Daha yakın zamanda, Kocaeli depremi sonrasında alınan kararla İstanbul’da, deprem sonrası toplanma alanı olarak belirlenen 493 yerin 300’ünün imara açıldığını ve yerlerine alışveriş merkezi ve gökdelen yapıldığını görmedik mi? Muhtemelen deprem sonrasında halkın bu alanlara ulaşması zaten mümkün olmayacak diye gereksiz bulunduğu düşüncesiyle!.” diye yazmıştım. Bu süreç bütün hızıyla sürüyor.
Şimdilerde bu yüksek yapılaşma trendi, zemin özellikleri daha olumsuz olan İzmir’de boy göstermeye başladı. Son deprem bu konuda önemli bir uyarıydı. Dikkate alınacağına dair bir umut taşımasam da söylemek boynumuzun borcu.

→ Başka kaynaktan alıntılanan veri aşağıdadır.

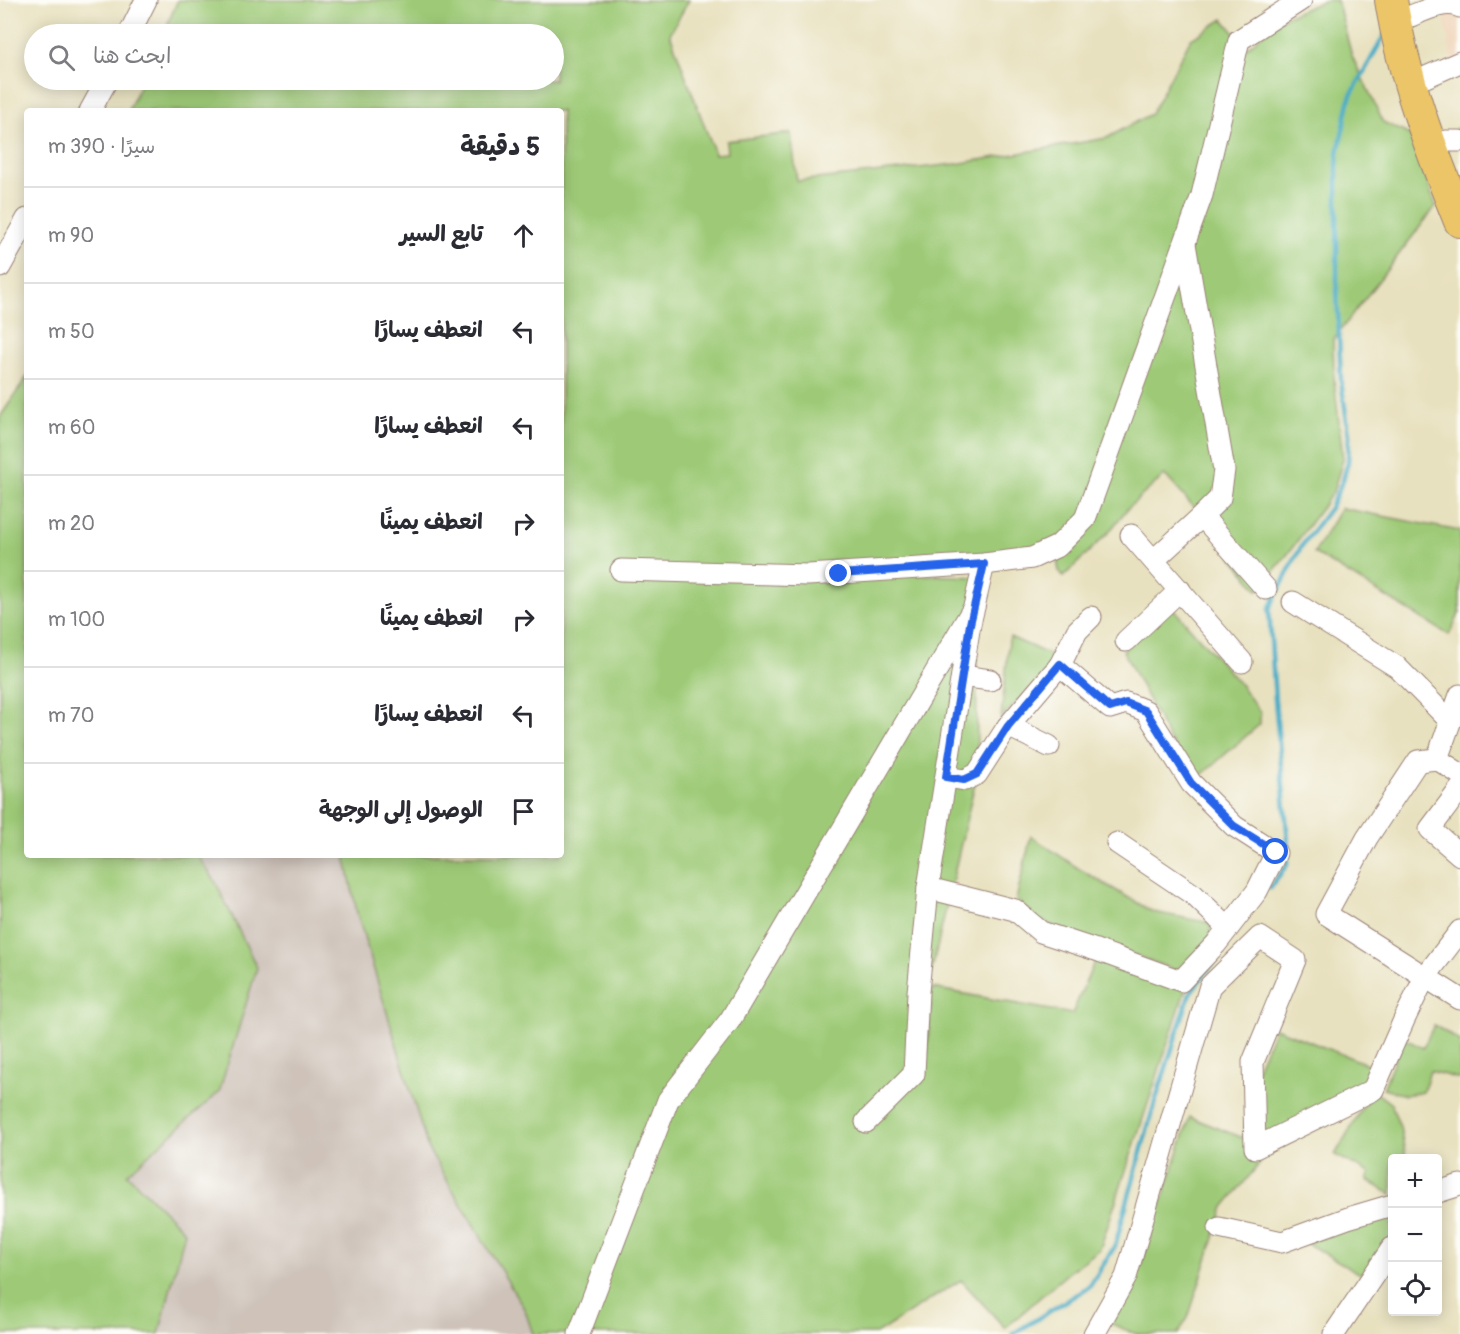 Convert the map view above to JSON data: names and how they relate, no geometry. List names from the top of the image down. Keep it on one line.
{"page":{"search":"ابحث هنا","heading":["5 دقيقة","سيرًا · 390 m"],"list":[["تابع السير","90 m"],["انعطف يسارًا","50 m"],["انعطف يسارًا","60 m"],["انعطف يمينًا","20 m"],["انعطف يمينًا","100 m"],["انعطف يسارًا","70 m"],"الوصول إلى الوجهة"],"map_buttons":["+","−"]}}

Tarihsel kayıtlarda, arkeolojik kazılarda; kıyılarda, sulak arazilerde, alüvyonal bölgelerde kurulmuş birçok uygarlığın izlerine rastlıyoruz. Birçoğu büyük afetlerle yeryüzünden silinmişler. Bu pratiklerden dersler çıkaran insanlık, daha sağlam kayalık zeminlerde yerleşmenin, nesillerinin devamını sağlamanın yollarını aramış. Pratiği teoriye ve yeniden pratiğe dönüştürmeyi başarabilenler bu günlere ulaşabilmiş.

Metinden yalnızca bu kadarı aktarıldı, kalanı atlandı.